Dr. Mark Humphrys

School of Computing. Dublin City University.

Online coding site: Ancient Brain

coders   JavaScript worlds

Search:

Free AI exercises


Knuth-Morris-Pratt string search algorithm


How to speed up brute force string search

Suppose pattern = 1000011
string = ... 1010001000011 ...
Let's say in our brute force search from LHS of string, we currently have the green bits aligned and have just discovered the mismatch at the red bit = string[i]
We note that pattern[0] is different from pattern[1] .. pattern[4]

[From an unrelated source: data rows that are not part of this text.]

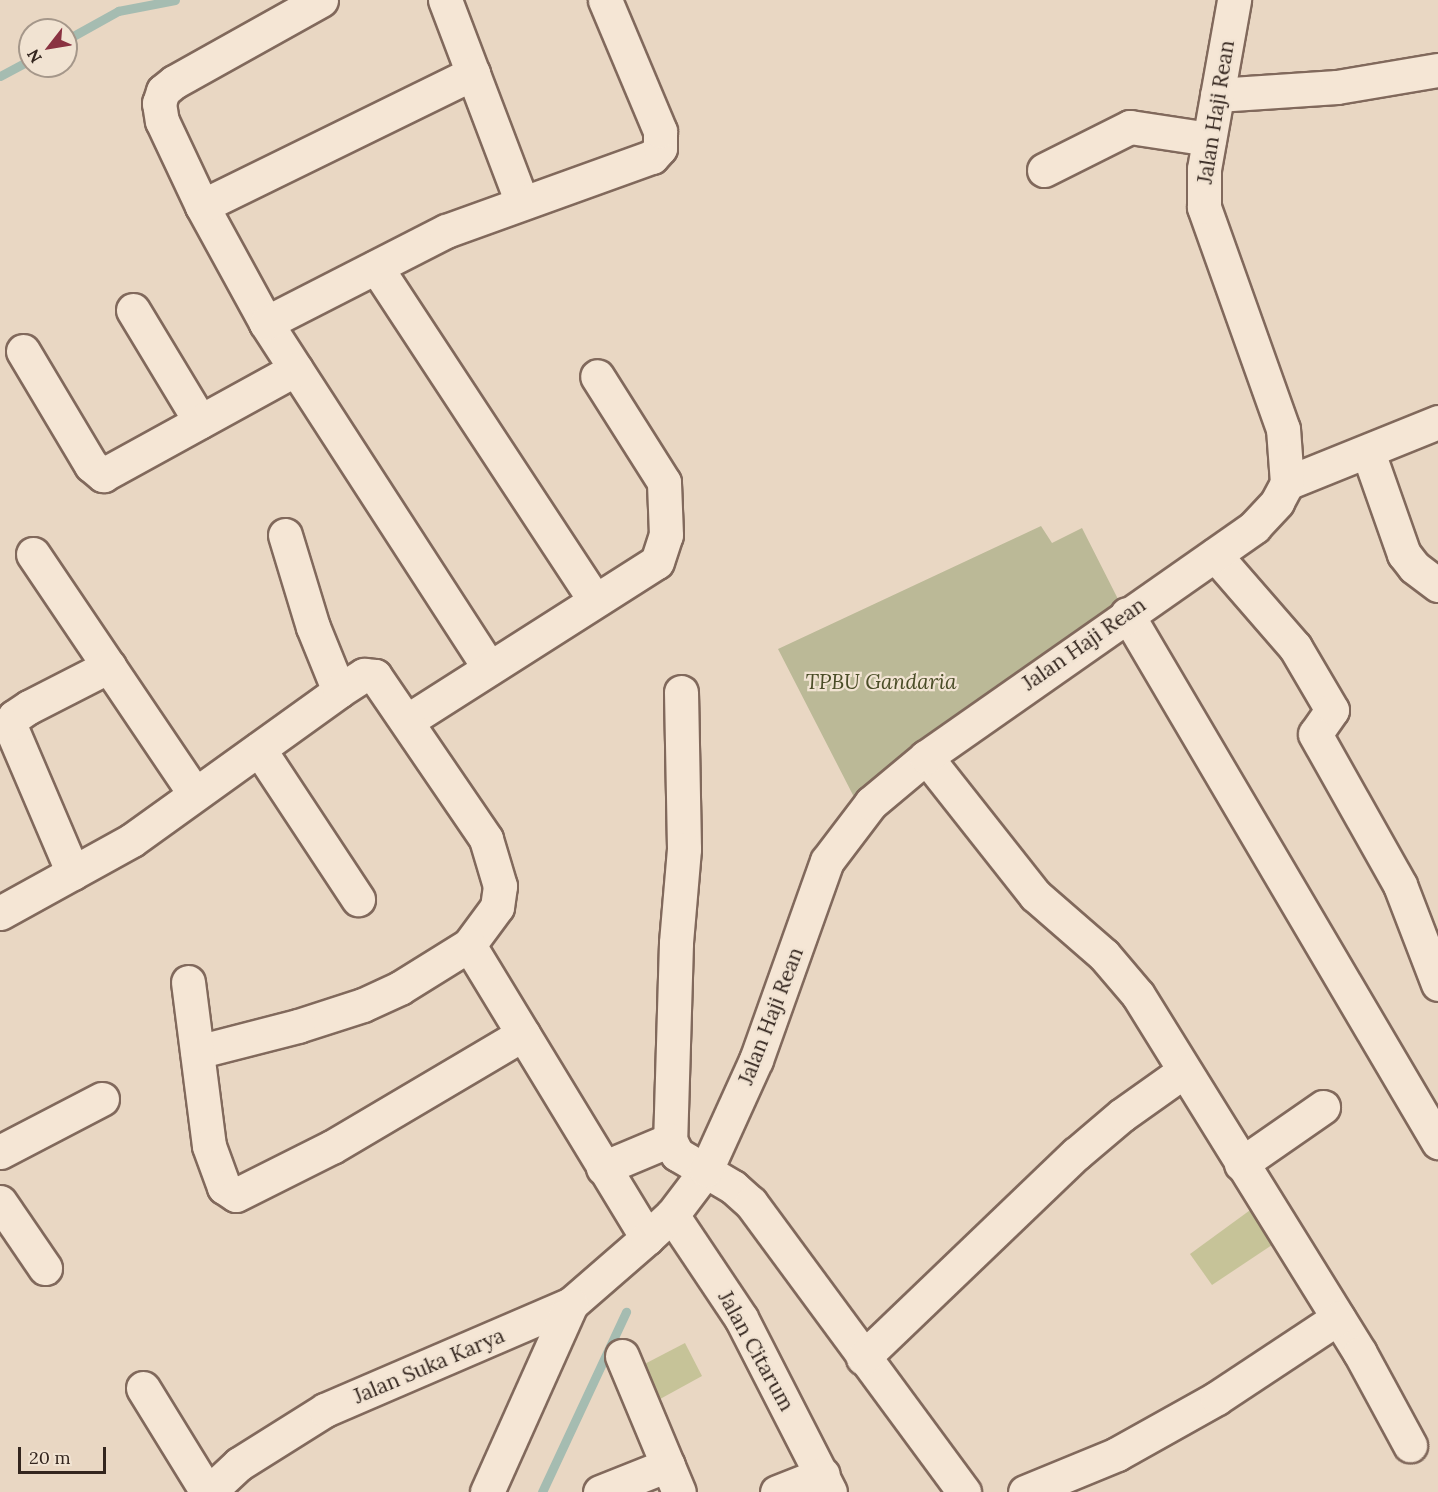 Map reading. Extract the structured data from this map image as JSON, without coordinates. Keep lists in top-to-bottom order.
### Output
{
  "streets": {
    "street": ["Jalan Haji Rean", "Jalan Citarum", "Jalan Suka Karya"]
  },
  "crossings": [
    ["Jalan Haji Rean", "Jalan Citarum"],
    ["Jalan Haji Rean", "Jalan Suka Karya"]
  ],
  "parks": ["TPBU Gandaria"],
  "scale_bar": "20 m",
  "north": "bottom left"
} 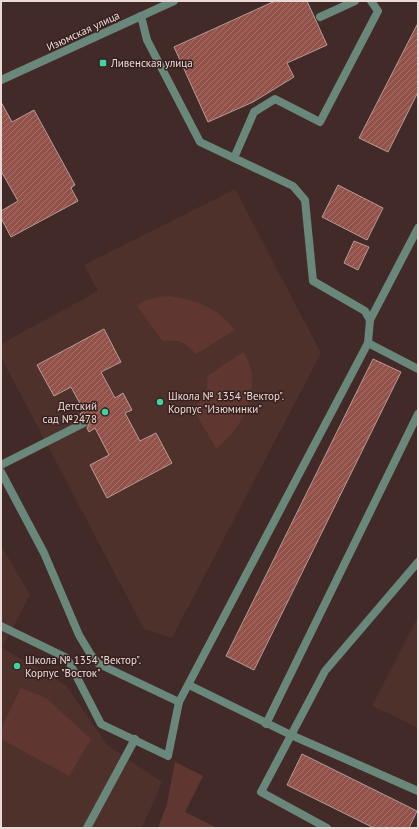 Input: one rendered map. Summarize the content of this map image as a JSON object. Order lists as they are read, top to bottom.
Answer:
{
  "streets": {
    "street": ["Изюмская улица"]
  },
  "places": {
    "transit": ["Ливенская улица"],
    "other": ["Школа № 1354 \"Вектор\". Корпус \"Изюминки\"", "Детский сад №2478", "Школа № 1354 \"Вектор\". Корпус \"Восток\""]
  }
}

but we know that currently:
string[i-4] == pattern[0]
string[i-3] == pattern[1]
string[i-2] == pattern[2]
string[i-1] == pattern[3]

So no point moving right by 1 position and trying to match pattern[0] with string[i-3]
Instead can jump straight to string[i] and start trying to match pattern[0] from there.

To be precise, the prefix "1" of the pattern cannot be found in any of the bit we skip over "000".
Obviously a lot of choices for prefixes of the pattern we could be looking at.



A rule that won't work

A first attempt at a rule to speed up brute force search:

"After a mismatch at string[i], restart comparing the pattern from string[i] onwards."

Why won't it work?
This will fail if beginning of pattern is in the bit we skip over.
Example 1:

pattern = 101001
string = ... 1010100111111
Let B = beginning of pattern that we lose.
B = "10"
Jumps over the match and misses it.

Obviously a lot of choices for prefixes of the pattern we could be looking at.
In above case, we should reset string index to i-2, but is it possible to leave string[i] alone and just change pattern[j]?

Example 2:

pattern = 10101001
string = ... 101010100111111
B = "1010"

Rule fails if beginning of pattern B is in the bit we skip over - This must mean that a beginning part of the pattern C (not necessarily the same beginning part as B!) must repeat twice at start of the pattern (since we matched all of the bit we skipped over).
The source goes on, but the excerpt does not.